### WHAT THE EXERCISE ASKS
Copy each line of the data beneath in which the word "Road" appears.

### DATA TO EXAMINE
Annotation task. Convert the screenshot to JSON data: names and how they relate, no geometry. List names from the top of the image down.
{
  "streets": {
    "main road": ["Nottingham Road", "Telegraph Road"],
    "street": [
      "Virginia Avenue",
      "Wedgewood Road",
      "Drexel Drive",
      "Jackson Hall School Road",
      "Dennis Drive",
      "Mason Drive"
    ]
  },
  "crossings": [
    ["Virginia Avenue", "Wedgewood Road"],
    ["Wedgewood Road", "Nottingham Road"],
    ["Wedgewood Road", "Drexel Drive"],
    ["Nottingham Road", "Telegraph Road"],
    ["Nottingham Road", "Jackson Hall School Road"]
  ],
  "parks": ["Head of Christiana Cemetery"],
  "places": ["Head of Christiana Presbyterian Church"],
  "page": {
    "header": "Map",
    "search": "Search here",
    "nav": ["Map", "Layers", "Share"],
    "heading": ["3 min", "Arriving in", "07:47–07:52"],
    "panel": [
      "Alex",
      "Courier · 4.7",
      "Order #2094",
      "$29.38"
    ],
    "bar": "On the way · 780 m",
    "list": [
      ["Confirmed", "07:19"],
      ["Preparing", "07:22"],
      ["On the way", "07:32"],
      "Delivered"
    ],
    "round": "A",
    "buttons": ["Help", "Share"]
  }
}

### EXPECTED ANSWER
    "main road": ["Nottingham Road", "Telegraph Road"],
      "Wedgewood Road",
      "Jackson Hall School Road",
    ["Virginia Avenue", "Wedgewood Road"],
    ["Wedgewood Road", "Nottingham Road"],
    ["Wedgewood Road", "Drexel Drive"],
    ["Nottingham Road", "Telegraph Road"],
    ["Nottingham Road", "Jackson Hall School Road"]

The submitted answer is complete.